Jeffrey Seminoff and Tracy Tempest in the field. Photo courtesy of Seminoff, NOAA Southwest Fisheries Science Center.

“It’s amazing just what I’ve learned in two years thanks to them,” adds Tempest, who was also named Emerald Keeper of the Month in April 2022 for her citizen scientist work with the species.

Scientists at work

At the NOAA Southwest Fisheries Science Center 30 miles north of Coronado, Jeffrey Seminoff, a marine ecologist, tells The Coronado News about the fascinating sea turtles locals may encounter from Chula Vista to La Jolla, sea animals he has worked with since the 1990s.

“San Diego’s distinctively home for a lot of green turtles. …They have fidelity to San Diego.”

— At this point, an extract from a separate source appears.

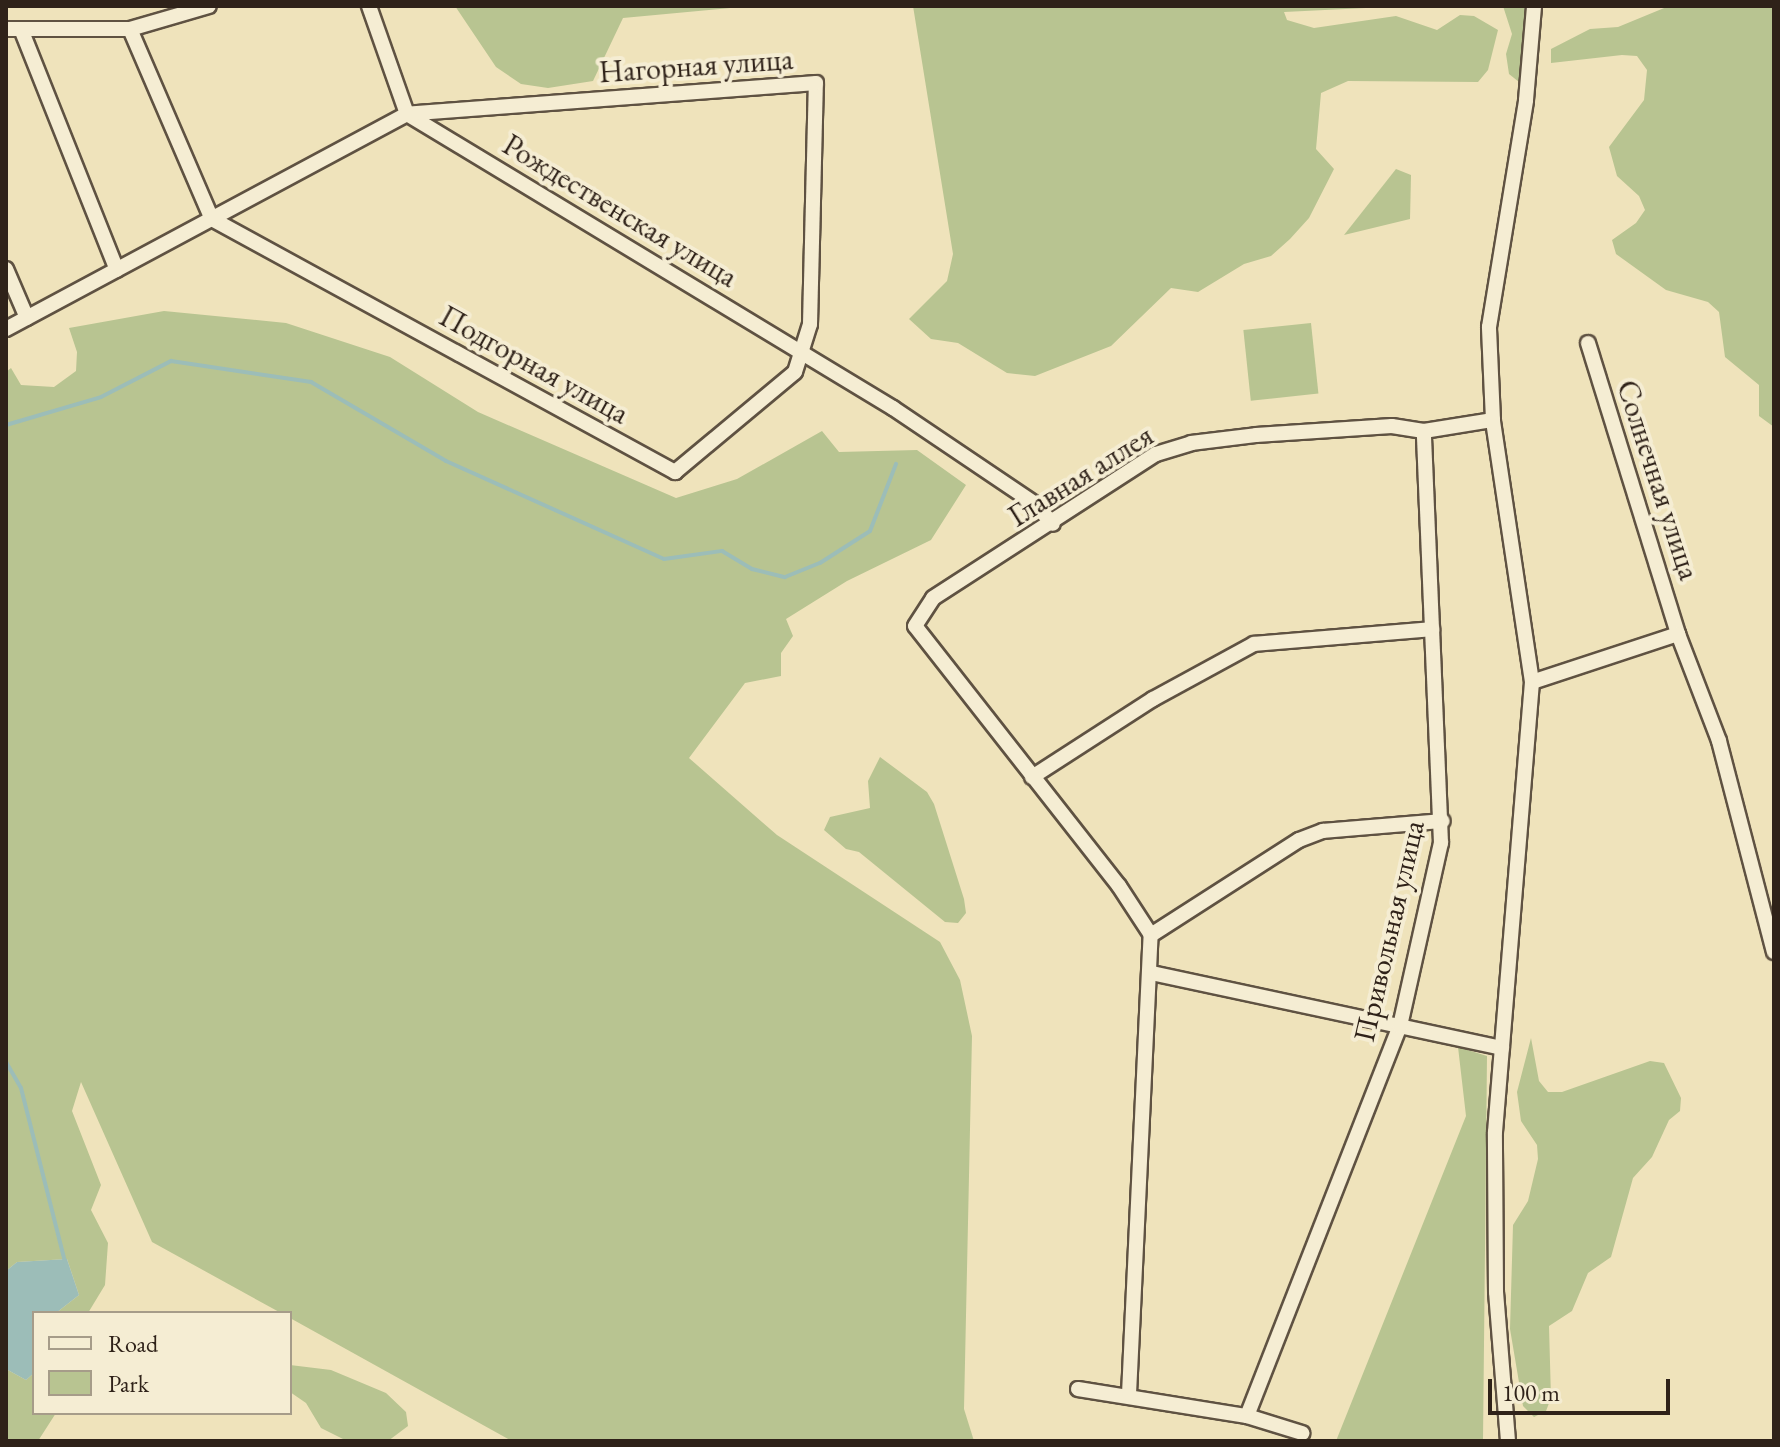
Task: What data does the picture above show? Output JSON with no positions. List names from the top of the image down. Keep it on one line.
{"streets":{"street":["Нагорная улица","Рождественская улица","Подгорная улица","Главная аллея","Солнечная улица","Привольная улица"]},"crossings":[["Нагорная улица","Рождественская улица"],["Нагорная улица","Подгорная улица"],["Рождественская улица","Подгорная улица"],["Рождественская улица","Главная аллея"],["Главная аллея","Привольная улица"]],"legend":["Road","Park"],"scale_bar":"100 m"}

Jeffrey Seminoff, marine ecologist

“San Diego’s distinctively home for a lot of green turtles. They will live here for decades at a time. When they reach maturity and start to do their reproductive migrations to Mexico, they might be gone for eight months to a year, but they have something called foraging site fidelity,” says Seminoff. “They have fidelity to San Diego.”

According to Seminoff, adult females and males have been living in San Diego Bay for 20 to 30 years.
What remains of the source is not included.